Unocal to Tear Down Toxic Town — and Rebuild It (San Francisco Chronicle June 18, 1998 story on Avila Beach environmental settlement.)
The basic story is the oil company Unocal had old pipes that leaked about 400,000 gallons of oil underneath Avila Beach and oil was seeping into the ocean. Unocal eventually agreed to an environmental settlement of $200 million to tear down Avila Beach, remove the oil reservoir under the town and rebuild the town. This was the second largest toxics cleanup site in California history.
Avila Beach was rebuilt with clean Guadalupe Dunes sand. The irony here is the Guadalupe Sand Dunes on the southern border of San Luis Obispo County and northern Santa Barbara County are the site of the largest toxics cleanup in recent California history where over 9 million gallons of diluent and oil products leaked into the dunes from corroded pipes over a 40-year period of Unocal oil production. The Guadalupe-Nipomo Sand Dunes are one of the largest sand dune areas of California around the mouth of the Santa Maria River. Unocal was sold shortly after the Avila Beach environmental settlement and in 2005 merged with Chevron.
25th Anniversary of our Honeymoon flight to London
25 years ago my wife Kelley and I flew Pan American Airways from San Francisco to London for our honeymoon.

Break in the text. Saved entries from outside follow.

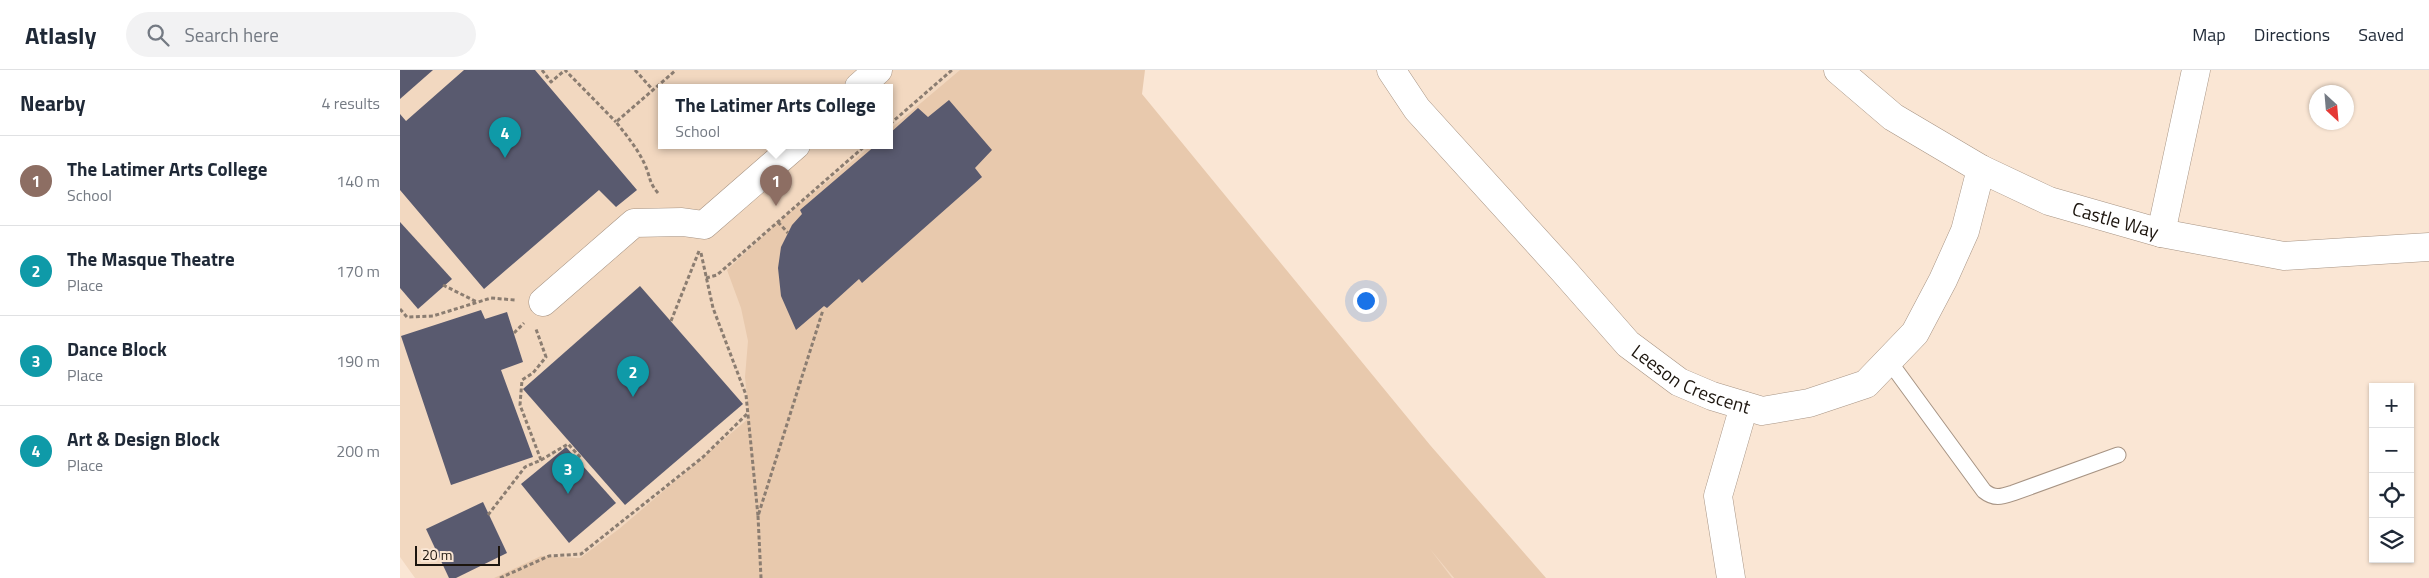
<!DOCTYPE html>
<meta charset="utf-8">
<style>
:root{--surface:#fff;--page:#f2f2f3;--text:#1f2937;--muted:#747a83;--line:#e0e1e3;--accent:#0b8043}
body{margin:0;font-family:"Titillium Web",sans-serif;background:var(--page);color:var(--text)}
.controls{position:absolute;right:15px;bottom:15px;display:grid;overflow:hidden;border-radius:0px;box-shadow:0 1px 4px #0004}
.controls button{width:45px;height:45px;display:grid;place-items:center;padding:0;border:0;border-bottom:1px solid var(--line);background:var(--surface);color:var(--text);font:25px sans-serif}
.compass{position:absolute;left:1909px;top:15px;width:45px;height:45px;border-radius:50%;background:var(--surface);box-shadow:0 1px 4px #0004;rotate:154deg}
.scale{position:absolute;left:15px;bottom:12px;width:85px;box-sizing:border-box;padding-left:5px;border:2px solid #1c150e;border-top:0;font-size:14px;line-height:18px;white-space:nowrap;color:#1c150e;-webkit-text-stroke:4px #fae6d4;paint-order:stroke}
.you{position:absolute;left:965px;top:230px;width:18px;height:18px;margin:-12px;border:4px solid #fff;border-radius:50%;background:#1a73e8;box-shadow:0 0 0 8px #1a73e833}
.badge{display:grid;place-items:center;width:32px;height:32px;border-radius:50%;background:var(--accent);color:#fff;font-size:16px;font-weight:700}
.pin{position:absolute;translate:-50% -41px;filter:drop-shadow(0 1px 2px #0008)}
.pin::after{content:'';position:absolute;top:26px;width:18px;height:15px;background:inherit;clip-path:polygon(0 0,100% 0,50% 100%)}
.popup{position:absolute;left:258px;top:14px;width:235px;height:65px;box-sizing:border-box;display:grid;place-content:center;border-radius:0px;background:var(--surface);filter:drop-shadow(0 1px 4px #0005);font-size:16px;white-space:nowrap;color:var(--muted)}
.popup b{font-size:19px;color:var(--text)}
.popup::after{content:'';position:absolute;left:50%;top:100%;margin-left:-10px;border:10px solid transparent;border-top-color:var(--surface)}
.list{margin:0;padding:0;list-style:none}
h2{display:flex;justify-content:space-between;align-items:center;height:65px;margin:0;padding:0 20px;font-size:21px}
h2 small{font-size:16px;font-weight:400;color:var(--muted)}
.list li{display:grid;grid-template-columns:32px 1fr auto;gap:15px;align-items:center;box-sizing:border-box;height:90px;padding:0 20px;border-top:1px solid var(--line)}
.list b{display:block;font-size:19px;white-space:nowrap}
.list p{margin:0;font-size:16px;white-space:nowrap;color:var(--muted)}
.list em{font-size:16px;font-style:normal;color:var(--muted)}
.icon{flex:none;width:28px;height:28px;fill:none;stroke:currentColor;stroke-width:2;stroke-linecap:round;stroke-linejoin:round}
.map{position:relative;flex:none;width:2029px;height:508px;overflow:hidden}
header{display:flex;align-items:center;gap:30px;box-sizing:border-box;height:70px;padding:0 25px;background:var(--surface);border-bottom:1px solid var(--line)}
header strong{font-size:24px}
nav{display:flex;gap:28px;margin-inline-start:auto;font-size:18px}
.search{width:350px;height:45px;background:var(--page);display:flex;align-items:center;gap:12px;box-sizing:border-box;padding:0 18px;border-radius:28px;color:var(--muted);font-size:19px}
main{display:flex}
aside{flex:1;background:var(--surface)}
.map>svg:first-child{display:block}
.built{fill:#f2d8c0;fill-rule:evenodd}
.green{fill:#e8c9ad}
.building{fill:#595a6f}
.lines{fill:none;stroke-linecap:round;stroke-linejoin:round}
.service-casing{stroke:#a79484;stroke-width:17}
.minor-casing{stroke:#a79484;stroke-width:29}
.path{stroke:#8b7d71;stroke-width:3;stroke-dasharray:4 2.5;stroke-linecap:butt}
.service{stroke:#fff;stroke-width:15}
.minor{stroke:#fff;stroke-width:28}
.labels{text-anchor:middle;stroke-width:5;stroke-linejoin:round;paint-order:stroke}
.street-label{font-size:19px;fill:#1c150e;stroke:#fae6d4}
</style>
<header>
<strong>Atlasly</strong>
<div class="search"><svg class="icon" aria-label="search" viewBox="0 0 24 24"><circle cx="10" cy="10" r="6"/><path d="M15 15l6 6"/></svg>Search here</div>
<nav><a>Map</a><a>Directions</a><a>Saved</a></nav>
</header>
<main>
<aside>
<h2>Nearby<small>4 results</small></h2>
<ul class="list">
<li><span class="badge" style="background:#8d6e63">1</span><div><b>The Latimer Arts College</b><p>School</p></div><em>140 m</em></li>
<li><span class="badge" style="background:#0f9aa8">2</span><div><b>The Masque Theatre</b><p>Place</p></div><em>170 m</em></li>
<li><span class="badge" style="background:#0f9aa8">3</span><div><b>Dance Block</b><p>Place</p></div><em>190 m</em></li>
<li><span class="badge" style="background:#0f9aa8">4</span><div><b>Art &amp; Design Block</b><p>Place</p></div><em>200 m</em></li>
</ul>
</aside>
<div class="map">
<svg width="2029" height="508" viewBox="0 0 2029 508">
<rect width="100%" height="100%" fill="#fae6d4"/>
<path class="built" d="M0,0h644l410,508h-1039l-15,-21zM262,17h228v58h-228z"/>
<path class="green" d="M560,0h185l-3,24 288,351 116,133h-92l-24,-29 22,29h-958l47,-22 39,2 39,-29 130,-111 -4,-41 3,-36 -7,-33 -14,-38 51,-48 94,-77h18v-16z"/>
<g class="building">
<path d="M0,0h33l-33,29z"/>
<path d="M64,0h71l102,120 -21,17 -17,-17 -115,99 -84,-99v-76l6,7z"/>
<path d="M549,30l43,50 -17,18 7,9 -120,106 -3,-4 -32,29 -3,-2 -28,24 -15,-34 -3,-28 3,-21 11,-22 10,-11 -2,-4 76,-65h14v-12l28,-25 10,9z"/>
<path d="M0,152l52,57 -34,30 -18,-21z"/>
<path d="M240,216l103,118 -118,101 -102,-116z"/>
<path d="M81,240l4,9 22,-7 16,50 -22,8 32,87 -82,28 -50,-149z"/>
<path d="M166,377l50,56 -47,40 -48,-59z"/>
<path d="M83,432l24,51 -51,25h-7l-23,-49z"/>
</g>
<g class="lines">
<defs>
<path id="service" d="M1489,291l95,130c10,8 17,6 29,2l105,-38"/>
<g id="minor">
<path id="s1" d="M991,0l26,39 146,161 65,74 51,38 33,14 50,15 47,-8 57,-19 49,-51 28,-53 22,-49 16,-62"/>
<path id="s2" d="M1438,0l55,47 88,52 68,32 112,32 123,23 145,-9"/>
<path d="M459,17l19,-17"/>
<path d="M1761,163l35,-163"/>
<path d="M143,232l91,-79 48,-1 22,3 92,-80"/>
<path d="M1331,508l-13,-82 26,-90"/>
</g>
</defs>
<use href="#service" class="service-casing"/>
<use href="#minor" class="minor-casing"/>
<g class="path">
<path d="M142,0l9,12 14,-12 51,52"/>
<path d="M235,0l18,20"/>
<path d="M490,54l62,-54"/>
<path d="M258,123c-10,-12 -7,-15 -13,-28 -7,-16 -18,-29 -29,-43l60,-52"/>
<path d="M378,152l10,11"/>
<path d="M301,183l12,55 33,87 12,121 65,-206"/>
<path d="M306,208l11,-3 149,-130"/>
<path d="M43,215l34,17"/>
<path d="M0,239l7,8 26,-1 58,-18 24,2"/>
<path d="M271,251l28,-70"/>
<path d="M114,263l10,-10"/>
<path d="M141,390l27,-16 14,15"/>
<path d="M88,445l37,-48 16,-7 -21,-55 2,-25 11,-7 13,-16 -10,-28"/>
<path d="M358,446l3,62"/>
<path d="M100,508l49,-22 32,-2 122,-97 45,-44"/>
</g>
<use href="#service" class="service"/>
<use href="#minor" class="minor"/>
</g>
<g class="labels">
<g class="street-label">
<text dy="7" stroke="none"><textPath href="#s2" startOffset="319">Castle Way</textPath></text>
<text dy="7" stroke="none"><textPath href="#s1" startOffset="436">Leeson Crescent</textPath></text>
</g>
</g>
</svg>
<div class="controls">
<button>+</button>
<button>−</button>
<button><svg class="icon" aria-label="locate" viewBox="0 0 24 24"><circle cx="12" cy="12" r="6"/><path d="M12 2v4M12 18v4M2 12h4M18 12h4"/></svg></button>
<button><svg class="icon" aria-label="layers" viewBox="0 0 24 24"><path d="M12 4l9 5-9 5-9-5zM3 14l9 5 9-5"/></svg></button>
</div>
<svg class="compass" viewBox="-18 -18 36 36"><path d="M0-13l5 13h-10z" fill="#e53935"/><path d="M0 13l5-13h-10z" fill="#747a83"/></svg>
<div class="scale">20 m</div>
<div class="you"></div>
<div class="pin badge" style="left:376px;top:136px;background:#8d6e63">1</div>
<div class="popup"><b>The Latimer Arts College</b>School</div>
<div class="pin badge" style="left:233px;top:327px;background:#0f9aa8">2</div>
<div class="pin badge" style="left:168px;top:424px;background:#0f9aa8">3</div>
<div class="pin badge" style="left:105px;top:88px;background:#0f9aa8">4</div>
</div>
</main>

There was a ticket agent on the college campus at University of California Davis and the ticket prices were $485 for San Francisco-London round-trip nonstop flights in economy. Pan Am was reeling from the Lockerbie terrorist bombing of December 1988. A promotion running in early 1989 offered a free ticket to any destination in North America with a paid ticket to London. We were married in January 1989, but we waited a couple of months to take our honeymoon with our income tax refund.
Just prior to boarding the aircraft for the London Pan Am flight, we watched the news of a major oil disaster from the Exxon Valdez in Prince William Sound, Alaska. The date was March 24, 1989.

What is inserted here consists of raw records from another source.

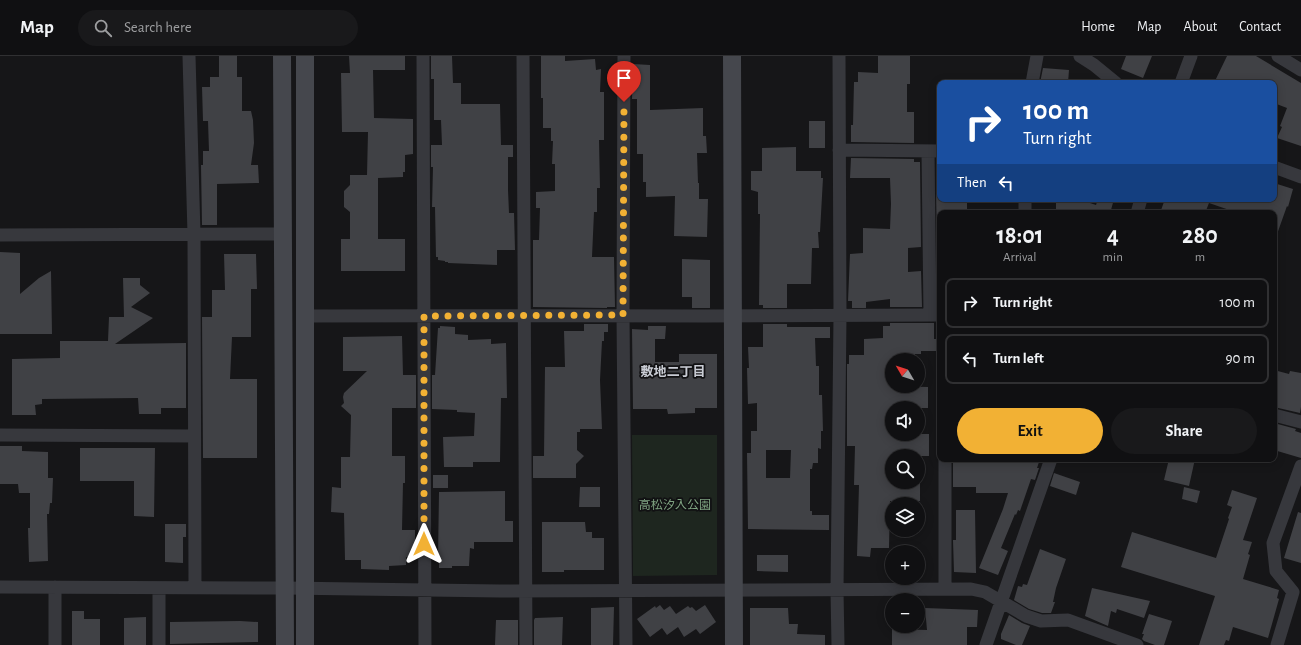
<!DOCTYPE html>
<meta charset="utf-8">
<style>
body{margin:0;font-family:"Alegreya Sans","Noto Sans JP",sans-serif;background:#19191b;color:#f1f3f6;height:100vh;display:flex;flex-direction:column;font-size:15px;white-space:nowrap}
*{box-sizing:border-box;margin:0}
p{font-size:13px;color:#9c9d9f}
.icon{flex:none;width:22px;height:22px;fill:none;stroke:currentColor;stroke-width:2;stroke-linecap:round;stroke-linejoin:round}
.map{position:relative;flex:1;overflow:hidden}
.drawer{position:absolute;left:937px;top:154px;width:340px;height:252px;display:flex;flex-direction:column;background:#101012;border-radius:8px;box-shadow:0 2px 10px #0003,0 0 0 1px #303032}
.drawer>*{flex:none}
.top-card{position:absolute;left:937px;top:24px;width:340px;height:122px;border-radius:8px;box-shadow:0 2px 10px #0003,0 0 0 1px #303032;background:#1a4fa0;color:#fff;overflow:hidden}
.needle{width:26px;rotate:309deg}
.controls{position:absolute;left:885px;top:297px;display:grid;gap:8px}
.controls a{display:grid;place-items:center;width:40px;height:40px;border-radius:50%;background:#101012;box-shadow:0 2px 10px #0003,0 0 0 1px #303032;font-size:20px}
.pin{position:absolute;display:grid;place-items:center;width:34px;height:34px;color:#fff;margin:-41px -17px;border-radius:50% 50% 50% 0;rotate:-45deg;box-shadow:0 0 4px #0007}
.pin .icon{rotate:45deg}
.me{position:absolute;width:44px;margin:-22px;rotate:0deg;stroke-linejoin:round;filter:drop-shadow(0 0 3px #0008)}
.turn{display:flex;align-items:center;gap:14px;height:84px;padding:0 20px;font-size:18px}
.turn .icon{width:52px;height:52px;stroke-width:2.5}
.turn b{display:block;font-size:28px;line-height:34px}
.then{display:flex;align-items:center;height:38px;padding:0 20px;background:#0003;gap:8px;font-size:15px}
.eta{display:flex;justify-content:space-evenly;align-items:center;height:68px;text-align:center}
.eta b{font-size:24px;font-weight:600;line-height:28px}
.primary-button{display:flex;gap:8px;margin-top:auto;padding:8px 20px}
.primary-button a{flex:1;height:46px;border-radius:24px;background:#f2b134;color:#111;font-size:16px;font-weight:600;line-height:46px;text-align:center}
.primary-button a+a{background:#19191b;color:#f1f3f6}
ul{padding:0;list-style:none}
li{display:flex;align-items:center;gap:12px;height:50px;margin:0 8px 6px;padding:0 12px;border:2px solid #303032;border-radius:8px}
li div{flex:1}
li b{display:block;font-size:15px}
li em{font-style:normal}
header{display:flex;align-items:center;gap:24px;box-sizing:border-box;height:56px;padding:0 20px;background:#101012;border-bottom:1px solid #303032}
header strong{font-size:19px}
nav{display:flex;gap:22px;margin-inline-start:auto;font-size:14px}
.search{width:280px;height:36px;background:#19191b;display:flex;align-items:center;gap:10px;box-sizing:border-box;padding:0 14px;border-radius:22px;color:#9c9d9f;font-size:15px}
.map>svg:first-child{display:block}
.green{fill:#1e261f}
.building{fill:#404145;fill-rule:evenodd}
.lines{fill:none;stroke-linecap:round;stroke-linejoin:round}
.street{stroke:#37383d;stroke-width:13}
.secondary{stroke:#45474d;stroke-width:18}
.route{stroke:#f2b134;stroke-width:7;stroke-dasharray:0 12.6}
.labels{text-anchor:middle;stroke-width:3.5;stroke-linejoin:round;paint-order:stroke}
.park-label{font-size:12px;fill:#7fa381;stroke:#111113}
.neighbourhood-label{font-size:13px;font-weight:bold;fill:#c9ccd4;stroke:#111113}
</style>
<header>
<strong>Map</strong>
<div class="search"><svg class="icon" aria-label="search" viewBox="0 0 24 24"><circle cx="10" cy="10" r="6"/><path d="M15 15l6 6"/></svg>Search here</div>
<nav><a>Home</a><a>Map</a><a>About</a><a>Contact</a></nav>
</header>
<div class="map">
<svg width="1301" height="589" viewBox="0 0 1301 589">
<rect width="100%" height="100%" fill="#161618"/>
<path class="green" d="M632,379H717V519L633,520Z"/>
<path class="building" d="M219,0H237V21H242V55H251L253,64L254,87L251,109H258L259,127L217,128V169H202L201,109H203V95H209L208,65H203L202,31H210V21H219Z
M349,0H405V14H373L374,62L413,63V98L405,99V116H403V121L378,122V183H405V215H341V183H350V156L344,151V135L350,129V119H367L368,76H342L341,17H350Z
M431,0H452L453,27H461V48H500L501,89H513V101H508V134L509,157H514L515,194H497V209L448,207V206H445V205L438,204V201H436L435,151H432L433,111H431V89H442L441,64H434V23H431Z
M541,0H565V5L595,3L596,14L601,13L600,36H604V84H599L600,132H597V156H594L592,201H614L615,251H607V252L533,251V184H539L540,152H536V136L555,135V108H552L553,85H551V72H543V42H541Z
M878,0H910V28H907V56H914V87L851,86V69H853L854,26H858V16L878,17Z
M1126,0H1152L1143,22L1121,13Z
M1227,0H1256L1301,27V90L1277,82L1282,71L1280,70L1287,52L1274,47V27H1214Z
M633,8L650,9V54L703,52V80H706L707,97H697L698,127H699V143H708L707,181L674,180L675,140L646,141V126H643V98H637V43H632Z
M1043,12L1069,14L1068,27H1040Z
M809,65H825V92H809Z
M796,91V115H821V122H823L820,176H818L819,192H812L811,228H787V252H763V249H759L760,158H758V136L751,134V115H762V92Z
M851,102L914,103V106H920L921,191L908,192V216L921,215L922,251H890V243L866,246V252H852V245H848L850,198L863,197V172L890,173L891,148L890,122H850Z
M1274,127L1293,133L1288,151L1287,150L1276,181H1274V157H1238L1209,147L1205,157H1160L1165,143H1274Z
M936,133H940V143H967V157H940V191H937Z
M1056,143H1078L1096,149L1098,143H1114L1111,154L1113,155L1112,157H1056Z
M0,196L20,197V238L39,222L51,215L52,278H0Z
M224,198H256L257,233H251V281H232L230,323H257V402H203L202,261H212V234H225Z
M682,203L710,204V252H692V241H682Z
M937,214H940V251H938Z
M123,222H140V229L150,237L131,251L153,262L115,288L186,287V352H161V358H139L138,342L42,343V348L35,349L36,359H12V303L60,302V285H108L109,261H124Z
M890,267H934V283H937L936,295H921V298H915V304H892V330L928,331V352H892V378H929V400H892V426H920V445H890L889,492H871L870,501L857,500L859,429H854L855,390H847V308H849V299H864V283L883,282V270H890Z
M584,268H608V276H604V285H602L600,324L602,373H580V376H577V394L584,400L576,408V422H533V400H544L545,311H565L564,275H584Z
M763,268H787V271H830V282H815L816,310H819V339H822L823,375H821V393L818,392V407H813L812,413H810V455H812V459H829V474L748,473L747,397H751V375H757V347L748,348L747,312H749L748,291H763ZM766,394H791L790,422H766Z
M440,270L455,271V278L468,279V284L491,283V288L506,287L507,342H501L500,406H473V411H444L443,381L474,380L475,357L457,356V354L432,353V319H435L438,272H440Z
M648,270H666L665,283H655V306H679V298H717V352H695V357L668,358L667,353H633L632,273L648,274Z
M402,280L403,319H416V352H392V400H405V427H403L402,474H415V501H406V509L389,510V514L361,513V504H345L344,457L331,456L332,431L341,432V401H350L351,359L341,350L344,347L343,341L344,337L367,315H343V281Z
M1274,314L1289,318L1290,315L1301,317V351L1300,357L1274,351Z
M1274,367L1296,373L1295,375L1301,377V402L1274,394Z
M0,390H22V395L48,396V422H53L52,447H50L49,458H47L48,505L29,506L28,472H30V437H19L18,428H0Z
M80,392H155L154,461L134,460V425H80Z
M953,403H1040L1037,412H1039L1035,424L1031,423L1020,455L1018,454L1016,459L1015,458L1001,492L1008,495L998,519L979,512L1003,453L1008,437H976V431H953Z
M1169,403H1195L1189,430L1164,424Z
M1054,417L1080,426L1076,439L1050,430Z
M433,419H448V432H433Z
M580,431H600V451H579Z
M1184,431L1200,435L1197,447L1182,443Z
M1232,434L1257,442L1243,484L1252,486L1248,498L1250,499L1243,523L1279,534L1277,542L1279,543L1268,582L1233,571L1229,585L1226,584L1224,589H1199L1215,540L1121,511L1132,476L1216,502L1229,463L1228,462L1232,451L1227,449Z
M505,435V465H513V486H474V493L470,492L469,510H452V512H439V502H438L439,436Z
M956,454H975L976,517L954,516L953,484H956Z
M1298,456L1301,457V507L1284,502Z
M542,466H585L586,476H592V482H604V514H564V516H542Z
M165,468H186V481H183V507L165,506Z
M1040,493L1066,503L1056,532L1053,546H1055L1051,557H1042L1029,553L1014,544L1018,530L1022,531L1023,528L1027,529Z
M757,499H788V516L757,515Z
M1092,532L1150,545L1144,562L1117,553L1116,557L1111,555L1108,570L1085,560Z
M660,549L664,554L670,550L676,558L688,550L690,552L692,551L696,555L705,549L716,566L700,578L696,573L684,581L678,571L667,579L662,572L650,581L637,563L655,550L656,552Z
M614,551L613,589H591V552Z
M750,552H788L789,568H798L797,578L825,579V589H750Z
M925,552L978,554L977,571H967V589H892V573L927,574Z
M72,555H84V563H100V589H72Z
M1149,558L1172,565L1164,589H1155L1144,585L1142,583L1144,578H1142Z
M1009,559L1022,567L1030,570L1022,589H1016L1001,583V578Z
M146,561V589H124V562Z
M563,561L562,589H534V564L535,562Z
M496,564H518V589H495Z
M240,565L258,566V586L170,588V566Z"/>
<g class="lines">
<path class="street" d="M189,0L194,178L195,532
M423,0L425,589
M523,0L526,589
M624,0L623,259L626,589
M1080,0L1094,9L1116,27
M1278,0L1301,14
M1032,27L1037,0
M1181,27L1191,0
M839,94L940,95
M928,95L930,259
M1274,111L1301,121
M1025,157V143
M1137,157L1141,143
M0,179L283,178
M304,260C516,259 728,261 940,259
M1274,359L1301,366
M0,379L194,380
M945,403V533
M0,531L285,532L500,535L971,533L985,536L1026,560L1041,565L1068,564L1137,589
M55,531V589
M159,532V589
M838,589L837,534L840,260L839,0
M986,589L1051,403
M1277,589L1293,536L1276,515L1273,487L1301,410"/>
<path class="secondary" d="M282,0L285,589
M305,0V589
M732,0L734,589"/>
</g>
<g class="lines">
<path class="route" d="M424,488V260L623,259L624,46"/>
</g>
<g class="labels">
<g class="park-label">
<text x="675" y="453">高松汐入公園</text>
</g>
<g class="neighbourhood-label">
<text x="673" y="320">敷地二丁目</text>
</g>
</g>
</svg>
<div class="controls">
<a><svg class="needle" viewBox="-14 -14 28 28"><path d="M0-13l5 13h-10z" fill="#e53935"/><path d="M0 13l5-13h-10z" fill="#9c9d9f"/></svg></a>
<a><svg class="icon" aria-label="sound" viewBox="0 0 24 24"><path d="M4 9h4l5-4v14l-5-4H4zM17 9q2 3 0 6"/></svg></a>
<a><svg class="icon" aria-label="search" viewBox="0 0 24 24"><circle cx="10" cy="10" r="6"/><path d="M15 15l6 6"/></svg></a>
<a><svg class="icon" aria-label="layers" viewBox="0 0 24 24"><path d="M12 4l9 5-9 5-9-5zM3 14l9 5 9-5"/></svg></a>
<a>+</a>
<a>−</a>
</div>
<div class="pin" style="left:624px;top:46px;background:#d93025"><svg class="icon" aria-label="arrive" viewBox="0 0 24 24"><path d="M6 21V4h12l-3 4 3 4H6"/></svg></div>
<svg class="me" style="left:424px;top:488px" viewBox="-20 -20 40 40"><path d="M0-17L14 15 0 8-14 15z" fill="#f2b134" stroke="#fff" stroke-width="4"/></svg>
<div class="top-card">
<div class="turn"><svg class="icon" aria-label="right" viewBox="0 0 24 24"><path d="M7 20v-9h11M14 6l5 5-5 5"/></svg><div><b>100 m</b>Turn right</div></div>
<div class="then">Then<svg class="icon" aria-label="left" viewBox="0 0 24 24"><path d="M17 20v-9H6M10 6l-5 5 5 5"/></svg></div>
</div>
<section class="drawer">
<div class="eta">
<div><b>18:01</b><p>Arrival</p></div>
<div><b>4</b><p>min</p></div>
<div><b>280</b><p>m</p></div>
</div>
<ul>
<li><svg class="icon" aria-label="right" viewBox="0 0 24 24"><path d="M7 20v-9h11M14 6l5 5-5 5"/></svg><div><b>Turn right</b></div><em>100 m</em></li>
<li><svg class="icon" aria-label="left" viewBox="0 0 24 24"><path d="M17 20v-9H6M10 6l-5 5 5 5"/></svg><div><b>Turn left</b></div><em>90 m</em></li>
</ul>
<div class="primary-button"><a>Exit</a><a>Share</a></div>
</section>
</div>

Environmental disasters happen, time lets memory forget and tourists are often oblivious to the past issues of industrialization.
Every March 24 I think of Exxon Valdez and our honeymoon to London.
I saw the film The Impossible today about the 2004 Indian Ocean tsunami and its destruction of Khao Lak, Thailand. I tend to remember the Indian Ocean tsunami on Boxing Day.
I remember the Fukushima nuclear accident from the tsunami on March 11, 2011.
The oil spill damage of Avila Beach has supposedly been contained. After the two great tsunami disasters in Asia in the past decade, I pray Diablo Canyon does not see a major earthquake or tsunami or operator error that results in a nuclear disaster.
Our Central Coast of California is a special place. Yet, like Prince William Sound in rural Alaska, our rural California coastline has its own history and stories of environmental oil disasters and other troubling industrial zones for potential future issues.